What could he do next year when his third and last period of Legion service expired? Where could he possibly hide in such inviolable anonymity that there was no possible chance of any rumour arising that the dead Sir Montague Merline was in the land of the living? ... How had it happened that he had survived the wounds and disease that he had suffered in Tonkin, Madagascar, Dahomey, and the Sahara--the stake-trap pit into which he had fallen at Nha-Nam--the bullet in his neck from the Malagasy rifle--the hack from the coupe-coupe which had split his collar-bone in that ghastly West African jungle--the lance-thrust that had torn his arm from elbow to shoulder at Elsefra?
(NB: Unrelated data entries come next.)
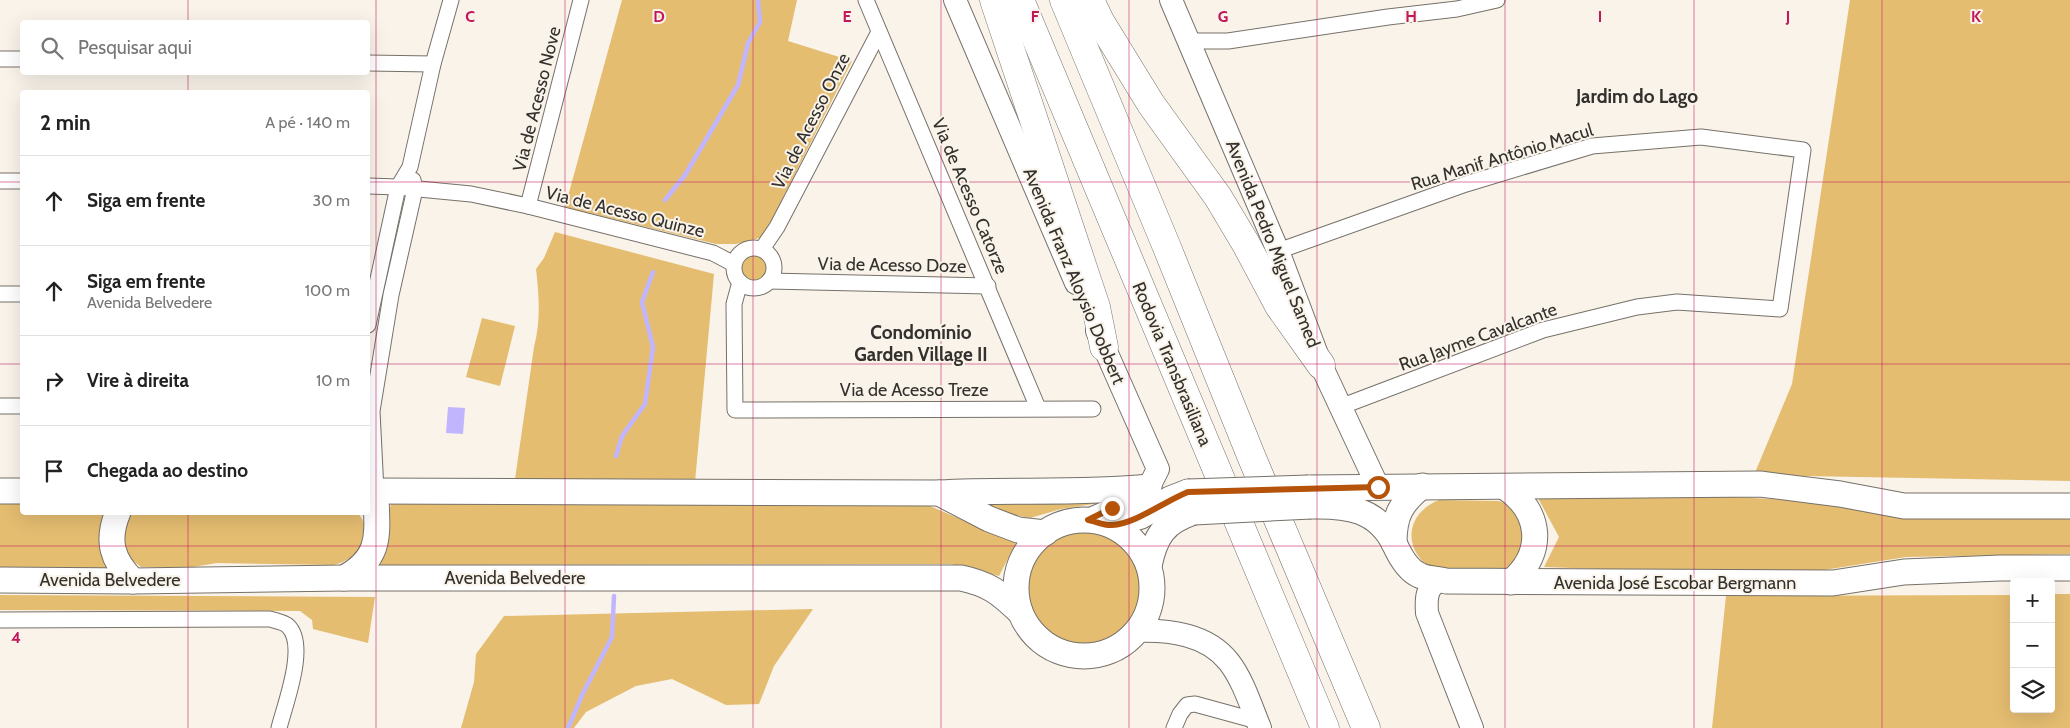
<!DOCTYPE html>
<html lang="pt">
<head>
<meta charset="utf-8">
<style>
	:root { --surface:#fff; --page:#f2f2f2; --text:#222; --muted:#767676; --line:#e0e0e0 }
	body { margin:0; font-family:Cabin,sans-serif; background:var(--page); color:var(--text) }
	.controls { position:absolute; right:15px; bottom:15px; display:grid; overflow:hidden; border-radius:5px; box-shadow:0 5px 20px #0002 }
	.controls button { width:45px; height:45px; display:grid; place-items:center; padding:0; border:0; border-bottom:1px solid var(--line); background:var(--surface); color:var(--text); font:25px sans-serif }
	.stop { position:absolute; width:15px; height:15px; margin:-11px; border:4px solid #b45309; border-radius:50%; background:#fff }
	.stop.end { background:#b45309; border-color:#fff; box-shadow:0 1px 5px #0008 }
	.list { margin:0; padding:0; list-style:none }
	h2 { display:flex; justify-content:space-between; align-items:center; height:65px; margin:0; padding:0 20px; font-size:21px }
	h2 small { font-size:16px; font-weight:400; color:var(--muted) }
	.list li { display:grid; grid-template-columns:32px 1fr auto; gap:15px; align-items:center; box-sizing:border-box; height:90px; padding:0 20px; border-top:1px solid var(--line) }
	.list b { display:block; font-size:19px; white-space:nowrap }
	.list p { margin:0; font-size:16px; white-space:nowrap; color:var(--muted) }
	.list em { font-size:16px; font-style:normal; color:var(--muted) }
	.icon { flex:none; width:28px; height:28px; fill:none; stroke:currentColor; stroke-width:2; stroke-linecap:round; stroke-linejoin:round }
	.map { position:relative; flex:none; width:2070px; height:728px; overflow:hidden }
	.search { position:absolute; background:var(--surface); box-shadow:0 5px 20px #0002; left:20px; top:20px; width:350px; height:55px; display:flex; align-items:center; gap:12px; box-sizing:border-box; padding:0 18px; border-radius:5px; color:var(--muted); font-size:19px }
	.panel { position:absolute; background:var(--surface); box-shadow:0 5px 20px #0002; left:20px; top:90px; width:350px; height:425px; border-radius:5px }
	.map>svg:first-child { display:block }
	.green { fill:#e5bd71 }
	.water { fill:#c1b6fd }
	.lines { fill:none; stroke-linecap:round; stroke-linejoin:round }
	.stream { stroke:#c1b6fd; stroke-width:4.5 }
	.street-casing { stroke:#767169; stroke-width:17 }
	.secondary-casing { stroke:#767169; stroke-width:24 }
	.primary-casing { stroke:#767169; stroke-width:27 }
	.highway-casing { stroke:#767169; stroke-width:29 }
	.street { stroke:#fff; stroke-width:15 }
	.secondary { stroke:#fff; stroke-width:22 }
	.primary { stroke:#fff; stroke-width:25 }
	.highway { stroke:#fff; stroke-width:28 }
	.primary-bridge-casing { stroke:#767169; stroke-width:27; stroke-linecap:butt }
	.primary-bridge { stroke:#fff; stroke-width:25 }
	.route { stroke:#b45309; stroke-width:6 }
	.grid { fill:none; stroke:#c2185b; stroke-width:1; stroke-opacity:0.55 }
	.labels { text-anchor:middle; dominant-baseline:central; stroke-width:4; stroke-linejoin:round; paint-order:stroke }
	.street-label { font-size:18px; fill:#33312d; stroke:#f9f3ea }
	.neighbourhood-label { font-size:19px; font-weight:bold; fill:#33312d; stroke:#f9f3ea }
	.grid-label { font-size:16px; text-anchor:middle; font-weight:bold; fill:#c2185b; stroke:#f9f3ea; stroke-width:4; stroke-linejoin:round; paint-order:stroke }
</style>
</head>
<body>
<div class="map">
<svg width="2070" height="728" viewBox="0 0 2070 728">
	<rect width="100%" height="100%" fill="#f9f3ea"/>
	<!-- green -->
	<g class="green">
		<path d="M622,0h175l-9,41 64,20 -89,176 -27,7h-20l-151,-37z"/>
		<path d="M1850,0h220v481l-316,-6 38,-91z"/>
		<path d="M555,232l159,42 -19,208 -180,-3 19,-132c7,-27 5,-51 2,-78l8,-11z"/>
		<circle cx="754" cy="268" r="14"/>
		<path d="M482,318l33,8 -15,60 -34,-9z"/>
		<path d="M1735,497l335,19v38l-164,3 -82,13 -84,4 -196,-7 15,-30 -21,-39z"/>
		<path d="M1439,500l60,1 8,3 18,21 -6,35 -15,11h-69c-33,-19 -31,-57 4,-71z"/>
		<path d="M1101,501l-1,2 -39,6 -31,9 -21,-4 -25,-10z"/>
		<path d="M0,502h22v10l88,1 3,56h-113z"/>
		<path d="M678,502l252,4 86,37 -17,33 -48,-12 -572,1 12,-62z"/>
		<path d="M130,512l228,1c18,22 0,46 -24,52l-117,-2 -30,5 -46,-1 -13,-10 -7,-23z"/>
		<circle cx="1084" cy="589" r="57"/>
		<path d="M2051,594h19v134h-358l14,-132 288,-1v114h37z"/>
		<path d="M0,595l375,2 -7,46 -55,-14 -1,-9 -12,-9 -300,-1z"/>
		<path d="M813,609l-39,57 -15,38 -33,1 -54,-26 -36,7 -50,26 -12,16h-113l13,-46 2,-28 28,-38z"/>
	</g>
	<!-- water -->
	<path class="water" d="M448,407l17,1 -2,26 -17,-1z"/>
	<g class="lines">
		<!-- stream -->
		<g class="stream">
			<path d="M665,200l20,-25 53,-90 10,-42 12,-21 -2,-22"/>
			<path d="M616,456l6,-20 23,-32 8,-57 -11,-45 11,-30"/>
			<path d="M568,728l15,-35 29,-56 2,-41"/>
		</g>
		<defs>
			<g id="street">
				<path d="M866,0l172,408"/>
				<path d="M1189,41h39l160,-24 69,-8 40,-9"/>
				<path d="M0,59h22"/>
				<path d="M368,63l65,1"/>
				<path d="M0,181h22"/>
				<path d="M368,186l30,1 73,7 57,12 185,47 21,11"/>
				<path d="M528,206l53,-206"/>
				<circle cx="754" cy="268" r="20"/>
				<path d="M762,249l15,-22 102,-195"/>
				<path d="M1278,251l188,-67 126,-38 109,-9 102,13 -23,159 -103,-7 -40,5 -94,23 -203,77"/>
				<path d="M769,281l219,5"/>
				<path d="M740,282l-6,22 1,106 358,-1"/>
				<path d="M0,294h22"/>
				<path d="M368,325l30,-138 12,-20 23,-103 18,-64"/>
				<path d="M0,406h22"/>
				<path d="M376,491l-4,-80 19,-116 24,-106 -2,-9"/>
				<path d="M0,620l270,-1c6,2 14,3 18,7 20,19 -3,78 -9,102"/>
				<path d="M1174,728l6,-14 7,-9 8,-1 62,17"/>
			</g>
			<g id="secondary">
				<path d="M955,0l121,283"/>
				<path d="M1171,0l107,251 43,114 57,122"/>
				<path d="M1088,520l30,-13 31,-20 9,-18 -61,-138"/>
				<path d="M1440,579c-14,9 -14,19 -13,34l45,115"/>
				<path d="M1137,631c33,-1 70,3 92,31 14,18 22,44 31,66"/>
			</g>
			<g id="primary">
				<path d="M1505,487c37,25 40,66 6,95"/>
				<path d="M1308,488l452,-4 80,10 64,12h166"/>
				<path d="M0,491h22"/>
				<path d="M368,491l571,2c70,-4 141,1 210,-6"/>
				<path d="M939,493l50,26 29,11 27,3"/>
				<path d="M1311,506c36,-1 67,3 84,39 5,11 13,25 24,30 7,4 19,4 27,6l387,2 71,-11 96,-4h70"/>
				<path d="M118,512c-12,29 -6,48 15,69"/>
				<circle cx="1084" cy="588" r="68"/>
				<path d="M1111,525l30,-9 29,-17 18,-7"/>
				<path d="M1394,543c0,-28 7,-40 28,-57"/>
				<path d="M1149,566c6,-30 15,-44 45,-54"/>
				<path d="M344,578c41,-22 32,-48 32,-87"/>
				<path d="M0,580l133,1 211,-3h617c28,6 38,14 59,34"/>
			</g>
			<g id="highway">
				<path d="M994,0l102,307 8,40"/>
				<path d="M1020,0l305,728"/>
				<path d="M1064,0l102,245 86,213 114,270"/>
				<path d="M1090,0l10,21 51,83 67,93 28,47 33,62 42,59"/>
			</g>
		</defs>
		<!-- street casing -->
		<use href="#street" class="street-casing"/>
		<!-- secondary casing -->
		<use href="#secondary" class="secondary-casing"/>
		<!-- primary casing -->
		<use href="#primary" class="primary-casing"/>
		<!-- highway casing -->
		<use href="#highway" class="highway-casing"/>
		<!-- street -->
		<use href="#street" class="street"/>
		<!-- secondary -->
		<use href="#secondary" class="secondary"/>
		<!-- primary -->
		<use href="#primary" class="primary"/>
		<!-- highway -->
		<use href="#highway" class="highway"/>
		<defs>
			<g id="primary-bridge">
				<path d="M1188,492l120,-4"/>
				<path d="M1194,512l117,-6"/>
			</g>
		</defs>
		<!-- primary-bridge casing -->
		<use href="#primary-bridge" class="primary-bridge-casing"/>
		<!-- primary-bridge -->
		<use href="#primary-bridge" class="primary-bridge"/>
	</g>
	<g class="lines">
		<!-- route -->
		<path class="route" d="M1112,508l-24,12c7,1 17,6 24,5 23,-1 53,-24 76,-33l190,-5"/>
	</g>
	<!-- grid -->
	<path class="grid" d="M188,0v22M376,0v728M565,0v728M753,0v728M941,0v728M1129,0v728M1317,0v728M1505,0v728M1694,0v728M1882,0v728M188,72v20M0,182h22M368,182h1702M0,364h22M368,364h1702M188,512v216M0,546h2070"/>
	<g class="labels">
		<!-- street labels -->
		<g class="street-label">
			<text transform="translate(537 99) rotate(-76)">Via de Acesso Nove</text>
			<text transform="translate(811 121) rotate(-63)">Via de Acesso Onze</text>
			<text transform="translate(1502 157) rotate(-17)">Rua Manif Antônio Macul</text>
			<text transform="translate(970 196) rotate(67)">Via de Acesso Catorze</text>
			<text transform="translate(625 212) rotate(14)">Via de Acesso Quinze</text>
			<text transform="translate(1273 244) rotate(68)">Avenida Pedro Miguel Samed</text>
			<text transform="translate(892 265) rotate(1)">Via de Acesso Doze</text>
			<text transform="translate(1074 276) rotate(67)">Avenida Franz Aloysio Dobbert</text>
			<text transform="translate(1478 337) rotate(-20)">Rua Jayme Cavalcante</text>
			<text transform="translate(1172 364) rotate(67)">Rodovia Transbrasiliana</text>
			<text x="914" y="390">Via de Acesso Treze</text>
			<text x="515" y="578">Avenida Belvedere</text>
			<text x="110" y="580">Avenida Belvedere</text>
			<text x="1675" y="583">Avenida José Escobar Bergmann</text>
		</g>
		<!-- neighbourhood labels -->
		<g class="neighbourhood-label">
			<text x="1637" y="96">Jardim do Lago</text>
			<text x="921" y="332">Condomínio<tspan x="921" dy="22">Garden Village II</tspan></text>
		</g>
	</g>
	<g class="grid-label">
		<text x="470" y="22">C</text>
		<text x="659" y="22">D</text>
		<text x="847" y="22">E</text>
		<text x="1035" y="22">F</text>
		<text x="1223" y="22">G</text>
		<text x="1411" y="22">H</text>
		<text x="1600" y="22">I</text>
		<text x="1788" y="22">J</text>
		<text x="1976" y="22">K</text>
		<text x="16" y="643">4</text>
	</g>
</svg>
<div class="controls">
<button>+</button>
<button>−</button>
<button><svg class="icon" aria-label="layers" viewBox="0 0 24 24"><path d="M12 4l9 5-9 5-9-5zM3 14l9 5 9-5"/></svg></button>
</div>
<div class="stop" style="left:1378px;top:487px"></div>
<div class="stop end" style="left:1112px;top:508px"></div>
<div class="search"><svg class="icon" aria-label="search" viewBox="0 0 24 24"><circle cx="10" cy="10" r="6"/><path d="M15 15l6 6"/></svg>Pesquisar aqui</div>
<section class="panel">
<h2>2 min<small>A pé · 140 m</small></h2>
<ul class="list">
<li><svg class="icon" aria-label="ahead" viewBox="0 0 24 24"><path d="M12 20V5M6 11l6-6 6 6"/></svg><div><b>Siga em frente</b></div><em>30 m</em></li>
<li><svg class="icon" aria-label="ahead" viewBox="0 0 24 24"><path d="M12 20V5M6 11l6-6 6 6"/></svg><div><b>Siga em frente</b><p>Avenida Belvedere</p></div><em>100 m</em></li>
<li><svg class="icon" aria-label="right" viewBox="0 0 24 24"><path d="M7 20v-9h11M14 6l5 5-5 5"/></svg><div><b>Vire à direita</b></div><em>10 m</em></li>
<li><svg class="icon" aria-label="arrive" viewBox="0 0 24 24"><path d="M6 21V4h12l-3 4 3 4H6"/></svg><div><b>Chegada ao destino</b></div></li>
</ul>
</section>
</div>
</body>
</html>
It was an absolute and undeniable fact that the man who desired to die in battle could never do it; while he who had everything to live for, was among the first to fall. If they went South again to-morrow and were cut up in a sudden Arab razzia, he would be the sole survivor. But if a letter arrived on the previous day, stating that Lord Huntingten was dead leaving no children, and that Lady Huntingten had just heard of his survival and longed for his return--would he survive that fight? Most certainly not.

What to do at the end of the fifteenth year of his service? His face had been far too well known among the class of people who passed through Marseilles to India and elsewhere--who winter on the Riviera, who golf at Biarritz, who recuperate at Vichy or Aix, who go to Paris in the Spring; and who, in short, are to be found in various parts of France at various times of the year--for him to dream of using the Legion's free pass to any part of France. The risk might be infinitesimal, but it existed, and he would run no risk of ruining Marguerite's life, after more than twenty-five years.

She must be over forty-five now.... Had time dealt kindly with her? Was she as beautiful as ever? Sure to be. Marguerite was of the type that would ripen, mature, and improve until well on into middle life. Who was the eminent man who said that a woman was not interesting until she was forty?...

What would he not give for a sight of Marguerite? It would be easy enough, next year. Only next year--and it was a thousand to one, a million to one, against anyone recognising him if he were well disguised and thoroughly careful. Just one sight of Marguerite--after more than twenty-five years! Had he not made sacrifices enough? Might he not take that much reward for half a lifetime of life in death--a lifetime which his body dragged wretchedly and wearily along among the dregs of the earth, while his mind haunted the home of his wife, a home in which another man was lord and master. Was it much to ask--one glimpse of his wife after twenty-seven years of renunciation?